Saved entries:
============

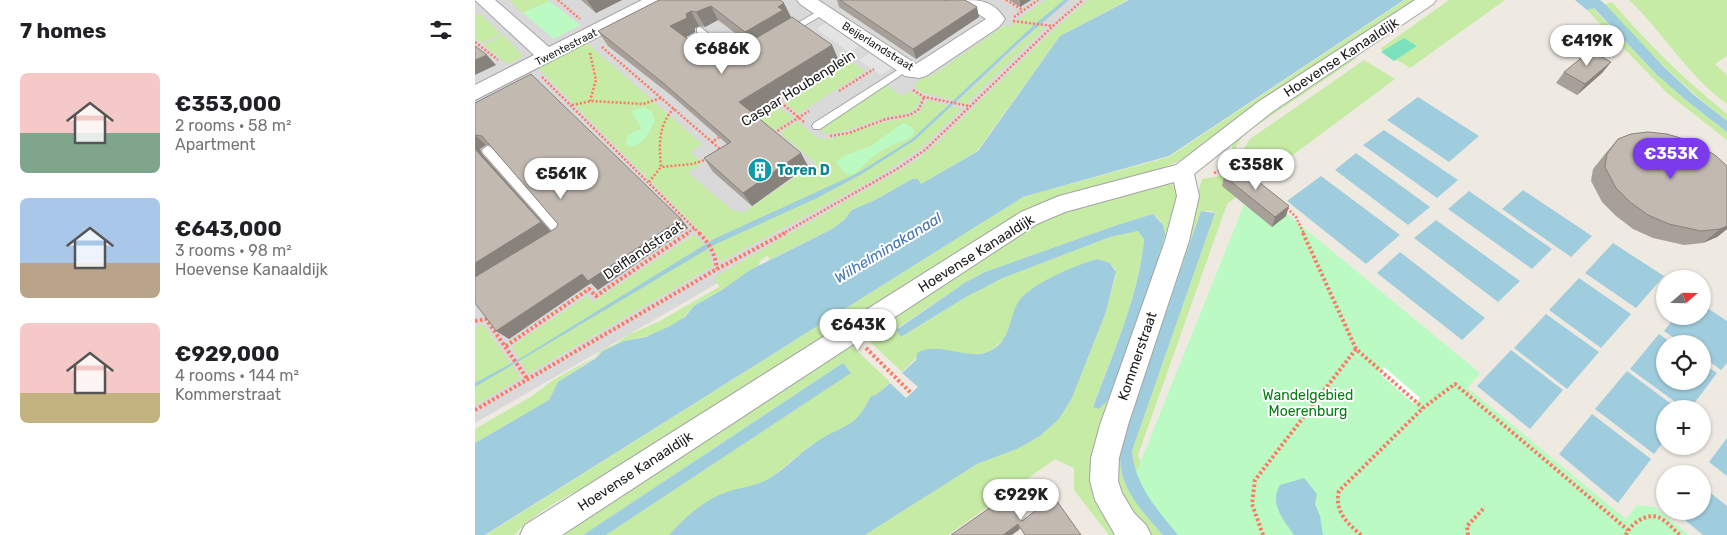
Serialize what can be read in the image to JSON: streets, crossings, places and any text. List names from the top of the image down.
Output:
{
  "streets": {
    "street": [
      "Beijerlandstraat",
      "Twentestraat",
      "Hoevense Kanaaldijk",
      "Kommerstraat"
    ],
    "path": ["Caspar Houbenplein", "Delflandstraat"]
  },
  "crossings": [
    ["Beijerlandstraat", "Caspar Houbenplein"],
    ["Hoevense Kanaaldijk", "Kommerstraat"]
  ],
  "water": ["Wilhelminakanaal"],
  "parks": ["Wandelgebied Moerenburg"],
  "places": {
    "building": ["Toren D"]
  },
  "north": "right",
  "page": {
    "heading": "7 homes",
    "price": [
      "€419K",
      "€686K",
      "€353K",
      "€358K",
      "€561K",
      "€643K",
      "€929K"
    ],
    "list": [
      {
        "name": "€353,000",
        "note": "2 rooms · 58 m² · Apartment"
      },
      {
        "name": "€643,000",
        "note": "3 rooms · 98 m² · Hoevense Kanaaldijk"
      },
      {
        "name": "€929,000",
        "note": "4 rooms · 144 m² · Kommerstraat"
      }
    ],
    "map_buttons": ["+", "−"]
  }
}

============

Directions for this task:
Copy every record exactly as written, leaving out the pictures.

Written solution:
Serialize what can be read in the image to JSON: streets, crossings, places and any text. List names from the top of the image down.
Output:
{
  "streets": {
    "street": [
      "Beijerlandstraat",
      "Twentestraat",
      "Hoevense Kanaaldijk",
      "Kommerstraat"
    ],
    "path": ["Caspar Houbenplein", "Delflandstraat"]
  },
  "crossings": [
    ["Beijerlandstraat", "Caspar Houbenplein"],
    ["Hoevense Kanaaldijk", "Kommerstraat"]
  ],
  "water": ["Wilhelminakanaal"],
  "parks": ["Wandelgebied Moerenburg"],
  "places": {
    "building": ["Toren D"]
  },
  "north": "right",
  "page": {
    "heading": "7 homes",
    "price": [
      "€419K",
      "€686K",
      "€353K",
      "€358K",
      "€561K",
      "€643K",
      "€929K"
    ],
    "list": [
      {
        "name": "€353,000",
        "note": "2 rooms · 58 m² · Apartment"
      },
      {
        "name": "€643,000",
        "note": "3 rooms · 98 m² · Hoevense Kanaaldijk"
      },
      {
        "name": "€929,000",
        "note": "4 rooms · 144 m² · Kommerstraat"
      }
    ],
    "map_buttons": ["+", "−"]
  }
}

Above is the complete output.